Treasury Direct  is the website setup by the Treasury Department for managing electronic bonds. I use it whenever I go to buy savings bonds, such as Series I Bonds , but I hate logging in. You have to enter in your username, then your password, then three letter/numbers off this arcane passcard. It’s just one step but looking on this card just seems so silly.
I understand why they have it. You can authenticate someone by something they have, something they know, and something they are (or a combination). The something they have is that passcard (something they know is a password and something they are is biometrics) and it adds an additional layer of security. If you’ve seen those RSA keys where it displays a number that changes every fifteen minutes, that’s a beefed up version of a passcard.
Well, Treasury Direct is becoming friendlier (albeit less secure) and they’ll doing away with the passcard. I’m thrilled.
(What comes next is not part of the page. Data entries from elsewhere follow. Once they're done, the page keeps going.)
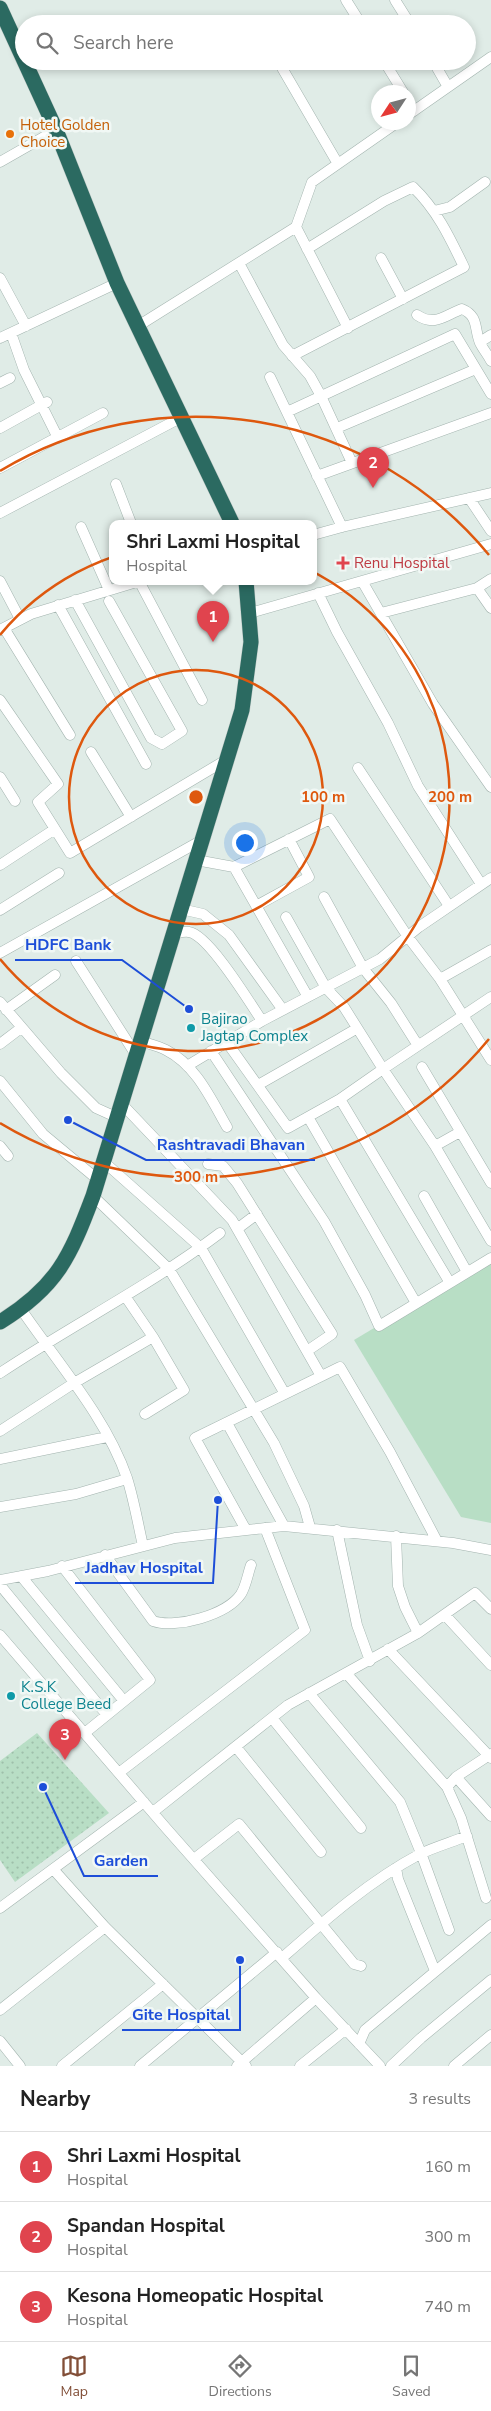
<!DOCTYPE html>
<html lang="en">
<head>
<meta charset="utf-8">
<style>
  body { margin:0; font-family:"Nunito Sans",sans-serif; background:#f2f2f2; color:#222 }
  .compass { position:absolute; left:371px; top:85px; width:45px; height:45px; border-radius:50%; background:#fff; box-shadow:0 2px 8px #0003; rotate:234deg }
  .you { position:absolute; left:244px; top:842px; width:18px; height:18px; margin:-12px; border:4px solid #fff; border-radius:50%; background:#1a73e8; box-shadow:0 0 0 8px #1a73e833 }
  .badge { display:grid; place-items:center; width:32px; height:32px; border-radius:50%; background:#824f38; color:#fff; font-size:16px; font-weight:700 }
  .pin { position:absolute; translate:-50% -41px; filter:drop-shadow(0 1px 2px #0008) }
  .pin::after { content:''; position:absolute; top:26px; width:18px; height:15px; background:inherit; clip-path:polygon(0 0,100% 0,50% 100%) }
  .popup { position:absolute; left:109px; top:520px; width:208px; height:65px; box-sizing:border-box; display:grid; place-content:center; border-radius:10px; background:#fff; filter:drop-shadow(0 1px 4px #0005); font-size:16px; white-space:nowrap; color:#767676 }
  .popup b { font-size:19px; color:#222 }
  .popup::after { content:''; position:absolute; left:50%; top:100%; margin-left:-10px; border:10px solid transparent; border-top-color:#fff }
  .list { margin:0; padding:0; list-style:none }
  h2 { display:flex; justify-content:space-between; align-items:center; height:65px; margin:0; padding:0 20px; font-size:21px }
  h2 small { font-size:16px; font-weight:400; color:#767676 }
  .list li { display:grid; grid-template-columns:32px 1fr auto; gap:15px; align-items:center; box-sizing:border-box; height:70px; padding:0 20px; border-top:1px solid #e0e0e0 }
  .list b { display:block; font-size:19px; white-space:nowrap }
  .list p { margin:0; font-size:16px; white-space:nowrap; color:#767676 }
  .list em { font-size:16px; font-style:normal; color:#767676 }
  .icon { flex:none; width:28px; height:28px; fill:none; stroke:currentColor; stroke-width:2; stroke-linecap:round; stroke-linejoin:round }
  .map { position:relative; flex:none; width:491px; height:2066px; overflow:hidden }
  .search { position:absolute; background:#fff; box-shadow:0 2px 8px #0003; left:15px; right:15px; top:15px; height:55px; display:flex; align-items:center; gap:12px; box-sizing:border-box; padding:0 18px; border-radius:28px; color:#767676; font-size:19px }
  .sheet { height:275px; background:#fff }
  nav { display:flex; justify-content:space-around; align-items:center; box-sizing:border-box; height:70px; border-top:1px solid #e0e0e0; background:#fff; font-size:14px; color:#767676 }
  nav a { display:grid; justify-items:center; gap:2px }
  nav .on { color:#824f38 }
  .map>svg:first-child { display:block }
  .grass { fill:#b8dec5 }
  .garden { fill:url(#garden-dots) }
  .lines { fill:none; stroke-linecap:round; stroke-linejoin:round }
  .minor-casing { stroke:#a3b4af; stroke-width:11 }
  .highway-casing { stroke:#c1c9c7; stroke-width:16 }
  .minor { stroke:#fff; stroke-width:10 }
  .highway { stroke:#2b6a61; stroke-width:15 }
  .ring { fill:none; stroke:#de580e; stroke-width:2.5 }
  .food-dot { fill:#e8710a; stroke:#f1f8f5; stroke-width:2 }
  .health-dot { fill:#e0444e; stroke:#f1f8f5; stroke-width:2 }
  .culture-dot { fill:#0f9aa8; stroke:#f1f8f5; stroke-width:2 }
  .labels { text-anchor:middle; stroke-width:5; stroke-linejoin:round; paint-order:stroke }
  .food-label { font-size:15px; fill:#c56008; stroke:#f1f8f5; text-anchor:start }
  .health-label { font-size:15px; fill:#be3a42; stroke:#f1f8f5; text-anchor:start }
  .culture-label { font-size:15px; fill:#0d838f; stroke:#f1f8f5; text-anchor:start }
  .centre { fill:#de580e; stroke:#f1f8f5; stroke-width:2.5 }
  .ring-label { font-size:15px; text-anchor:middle; font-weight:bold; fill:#de580e; stroke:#f1f8f5; stroke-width:5; stroke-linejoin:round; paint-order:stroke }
  .leader { fill:none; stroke:#1d4ed8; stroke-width:2 }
  .callout-dot { fill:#1d4ed8; stroke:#f1f8f5; stroke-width:2 }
  .callout-label { font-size:16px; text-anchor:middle; font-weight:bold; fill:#1d4ed8; stroke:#f1f8f5; stroke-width:5; stroke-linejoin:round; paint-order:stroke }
</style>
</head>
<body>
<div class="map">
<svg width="491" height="2066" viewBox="0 0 491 2066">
  <defs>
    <pattern id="garden-dots" width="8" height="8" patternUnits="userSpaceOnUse" patternTransform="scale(1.25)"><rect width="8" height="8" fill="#b8dec5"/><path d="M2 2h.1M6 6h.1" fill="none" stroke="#9ebfaa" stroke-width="1.8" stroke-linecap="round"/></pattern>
  </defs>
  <rect width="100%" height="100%" fill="#e0ece7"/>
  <path class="grass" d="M 491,1258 L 491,1523 L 461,1517 L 354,1340 Z"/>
  <path class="garden" d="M 37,1733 L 109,1813 L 15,1882 L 0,1860 L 0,1761 Z"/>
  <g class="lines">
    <g class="minor-casing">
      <path id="minor" d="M 346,0 L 361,24
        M 395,0 L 410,24
        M 278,61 L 338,164
        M 384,61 L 403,92
        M 433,61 L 448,87
        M 408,101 L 414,111
        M 408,115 L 491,57
        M 0,162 L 56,130
        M 434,211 L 450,207 L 485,182
        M 296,227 L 348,328
        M 381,258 L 403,299
        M 239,263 L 283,345 L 310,376 L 321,396 L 352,463
        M 0,278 L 26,326
        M 417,315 C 435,327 445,315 462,309 C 479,316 474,329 480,343 C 483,349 488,355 491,361
        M 138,326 L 296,227 L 312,182 L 398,122
        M 11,333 L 24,370 L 58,438
        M 0,338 L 117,283
        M 480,342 L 491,335
        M 292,356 L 464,267 C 450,238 437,210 413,187 L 384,201 L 307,249
        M 270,377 L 342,527
        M 0,383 L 10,378
        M 287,412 L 455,334 L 491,394
        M 0,428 L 47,402
        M 337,428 L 476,369
        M 0,468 L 103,413
        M 317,476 L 491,413
        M 116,484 L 131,523
        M 469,498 L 491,531
        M 0,513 L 182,417
        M 81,527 L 109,590
        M 313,535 L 342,527 L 491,493
        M 0,581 L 20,619
        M 139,581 L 202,700
        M 362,581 L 433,704 L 491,787
        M 477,588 L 491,608
        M 318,593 L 337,632 L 388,723 L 418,786 L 481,884
        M 75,600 L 151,738 L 162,744 L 182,731 L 109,601
        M 58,605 L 146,764
        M 250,613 L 491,544
        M 381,613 L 477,588 L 491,579
        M 4,628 L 70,735
        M 0,630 L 31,614 L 140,581
        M 0,700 L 58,784 L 38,802 L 70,853 L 226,760
        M 91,752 L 131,817
        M 358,768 L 449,906
        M 0,777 L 15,801
        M 196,860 L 234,867
        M 0,865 L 55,829
        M 324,897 L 363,968 L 391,1003 L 417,1044
        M 256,906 L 309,877 L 289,839
        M 181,909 L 203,914 L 229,935 L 283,1010
        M 0,910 L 59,873
        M 286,917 L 326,988 L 344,1007 L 383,1069 L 491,997
        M 173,934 C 178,933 184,931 189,932 C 209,935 250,1003 262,1021
        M 0,953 L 202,840
        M 76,961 L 136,1055
        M 440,979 L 491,950
        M 308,997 L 234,867 L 330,819 L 408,937 L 440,979 L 491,1060
        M 0,1002 L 61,1073 L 96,1108 L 116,1117
        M 6,1010 L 55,975
        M 140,1041 C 149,1044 158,1046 166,1050 C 196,1065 211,1099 227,1127
        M 226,1041 L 288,1128 L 340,1099 L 383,1069 L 435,1146 L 460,1132
        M 0,1044 L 21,1028
        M 211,1051 L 324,1221 L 365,1295 L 379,1326 L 491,1258
        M 187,1066 L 262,1021 L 380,959 L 419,927 L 491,878
        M 422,1067 L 491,1183
        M 0,1081 L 43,1134 L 97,1179
        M 258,1085 L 356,1029
        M 340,1099 L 450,1283
        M 121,1103 L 232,1220 L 321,1376
        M 308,1117 L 416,1303
        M 0,1146 L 8,1156
        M 435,1146 L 491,1241
        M 103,1161 L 201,1248 L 285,1394
        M 208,1164 L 223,1166 L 237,1183 L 332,1334 L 307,1351
        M 93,1196 L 169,1269 L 274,1443 L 304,1506 L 310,1527
        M 424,1196 L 467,1272
        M 237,1229 L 257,1214
        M 125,1296 L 153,1337
        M 21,1309 C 57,1362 106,1417 127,1478 C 134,1500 138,1524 143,1546
        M 0,1373 C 72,1325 151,1285 220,1233
        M 227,1423 L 284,1526
        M 0,1431 L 74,1383 L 153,1337 L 184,1390 L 145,1414
        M 0,1459 L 107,1437
        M 0,1507 L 76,1494 L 127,1479
        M 246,1530 L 195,1438 L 340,1367 L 390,1452 L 437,1541
        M 337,1530 L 357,1625 L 370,1661
        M 396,1536 L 398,1586 L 405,1607 L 418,1633
        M 105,1555 L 153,1621 C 176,1629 227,1615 241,1594 C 246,1586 248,1573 251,1565
        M 62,1566 L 150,1680 L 86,1732
        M 21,1576 L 124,1701
        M 0,1580 L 48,1571 L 175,1538 L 284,1526 L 453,1543 L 491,1550
        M 0,1585 L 107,1715
        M 445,1615 L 491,1665
        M 0,1635 L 166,1828 L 316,1998 L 380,2066
        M 388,1649 L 491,1758
        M 346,1673 L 447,1787 L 461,1818 L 486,1898
        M 309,1693 L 400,1802 L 421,1853 L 449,1930
        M 272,1718 L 361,1828
        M 236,1747 L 321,1852
        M 120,1772 L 305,1630 L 265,1528
        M 456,1777 L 491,1816
        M 447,1787 L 456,1777 L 491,1754
        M 153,1812 L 288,1705 L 418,1633 L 475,1593 L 491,1609
        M 194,1859 L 239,1824 L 354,1964 L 361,1966
        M 396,1868 L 398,1879 L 435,1971
        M 53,1869 L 105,1927 L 246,2066
        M 0,1908 L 144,1802
        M 282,1958 C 324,1921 369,1881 420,1854 C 435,1847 452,1842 467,1836
        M 0,2010 L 105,1927
        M 0,2041 L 20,2066
        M 359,2044 L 365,2030 L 491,1925
        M 62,2066 L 163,1984
        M 140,2066 L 277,1952
        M 237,2066 L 316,1998
        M 300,2066 L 346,2029
        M 391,2066 L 421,2038 L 491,1980
        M 454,2066 L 491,2035"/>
    </g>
    <g class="highway-casing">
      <path id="highway" d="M 0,8 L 56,130 L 117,283 L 232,523
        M 0,1322 C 57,1287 70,1257 93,1196 L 242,710 L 251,642 L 246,581"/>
    </g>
    <use href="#minor" class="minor"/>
    <use href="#highway" class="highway"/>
  </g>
  <g class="ring">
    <circle cx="196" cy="797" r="127"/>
    <path d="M0 635A254 254 0 1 1 0 959"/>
    <path d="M489 1039A380 380 0 0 1 0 1123M0 471A380 380 0 0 1 489 555"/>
  </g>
  <circle class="food-dot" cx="10" cy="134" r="5"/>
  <path class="health-dot" d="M340.5 555.5h5v5h5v5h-5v5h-5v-5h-5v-5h5z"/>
  <g class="culture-dot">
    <circle cx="191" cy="1028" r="5"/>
    <circle cx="11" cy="1696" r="5"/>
  </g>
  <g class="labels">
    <g class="food-label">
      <text x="20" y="130">Hotel Golden<tspan x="20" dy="17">Choice</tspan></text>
    </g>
    <g class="health-label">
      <text x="354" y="568">Renu Hospital</text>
    </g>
    <g class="culture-label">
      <text x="201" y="1024">Bajirao<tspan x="201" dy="17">Jagtap Complex</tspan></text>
      <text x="21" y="1692">K.S.K<tspan x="21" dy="17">College Beed</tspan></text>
    </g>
  </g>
  <circle cx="196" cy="797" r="8" class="centre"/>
  <g class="ring-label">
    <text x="323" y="802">100 m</text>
    <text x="450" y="802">200 m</text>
    <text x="196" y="1182">300 m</text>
  </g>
  <path class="leader" d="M189 1009L122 960H15M68 1120L146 1160H315M218 1500L213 1583H75M43 1787L84 1876H158M240 1960L240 2030H122"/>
  <g class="callout-dot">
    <circle cx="189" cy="1009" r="5"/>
    <circle cx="68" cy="1120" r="5"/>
    <circle cx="218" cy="1500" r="5"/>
    <circle cx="43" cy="1787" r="5"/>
    <circle cx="240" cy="1960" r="5"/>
  </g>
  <g class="callout-label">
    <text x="68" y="950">HDFC Bank</text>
    <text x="231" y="1150">Rashtravadi Bhavan</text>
    <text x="144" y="1573">Jadhav Hospital</text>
    <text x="121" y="1866">Garden</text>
    <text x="181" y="2020">Gite Hospital</text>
  </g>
</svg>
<svg class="compass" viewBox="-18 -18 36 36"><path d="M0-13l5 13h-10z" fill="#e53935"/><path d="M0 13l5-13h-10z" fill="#767676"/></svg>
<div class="you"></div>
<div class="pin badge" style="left:213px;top:642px;background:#e0444e">1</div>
<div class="popup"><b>Shri Laxmi Hospital</b>Hospital</div>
<div class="pin badge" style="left:373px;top:488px;background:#e0444e">2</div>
<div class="pin badge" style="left:65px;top:1760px;background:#e0444e">3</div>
<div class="search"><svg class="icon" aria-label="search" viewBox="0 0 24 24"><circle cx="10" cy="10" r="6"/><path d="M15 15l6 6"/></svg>Search here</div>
</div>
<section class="sheet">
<h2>Nearby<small>3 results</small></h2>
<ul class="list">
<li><span class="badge" style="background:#e0444e">1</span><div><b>Shri Laxmi Hospital</b><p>Hospital</p></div><em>160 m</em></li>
<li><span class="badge" style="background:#e0444e">2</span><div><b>Spandan Hospital</b><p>Hospital</p></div><em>300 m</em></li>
<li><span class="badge" style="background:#e0444e">3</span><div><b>Kesona Homeopatic Hospital</b><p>Hospital</p></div><em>740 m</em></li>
</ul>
</section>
<nav>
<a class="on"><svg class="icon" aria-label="map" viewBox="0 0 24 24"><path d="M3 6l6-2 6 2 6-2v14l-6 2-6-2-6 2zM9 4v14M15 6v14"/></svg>Map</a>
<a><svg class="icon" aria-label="directions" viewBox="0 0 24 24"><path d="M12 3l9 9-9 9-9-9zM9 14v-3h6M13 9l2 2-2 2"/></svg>Directions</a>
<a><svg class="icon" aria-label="saved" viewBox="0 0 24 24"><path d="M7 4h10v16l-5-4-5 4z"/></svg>Saved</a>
</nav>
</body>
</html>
Logging In For The First Time (Again)
Whenever you log in, it will try to recognize your computer. If it can’t, they’ll email you a one-time passcode that is valid for two hours. When I did it the first time, the email appeared in seconds. You copy and paste that into the field, click “Remember This Computer” if you want to, and then proceed.
From there, you’ll see the familiar “keyboard” you always entered your password. Once you key that in, you’ll be asked to pick a “personalized” image from a panel of images and enter in a caption (only letters and numbers). After that, you have the option of editing your information (I went to change an email), but otherwise you get pushed to the same first page you’re probably familiar with.
One thing you’ll notice is that you no longer need the passcard!
The next time you login, you’ll see your image, your caption, and the keyboard to enter in your password. After you do that, you’re in!
It’s one less step and while I didn’t log in all the time, I like it a lot.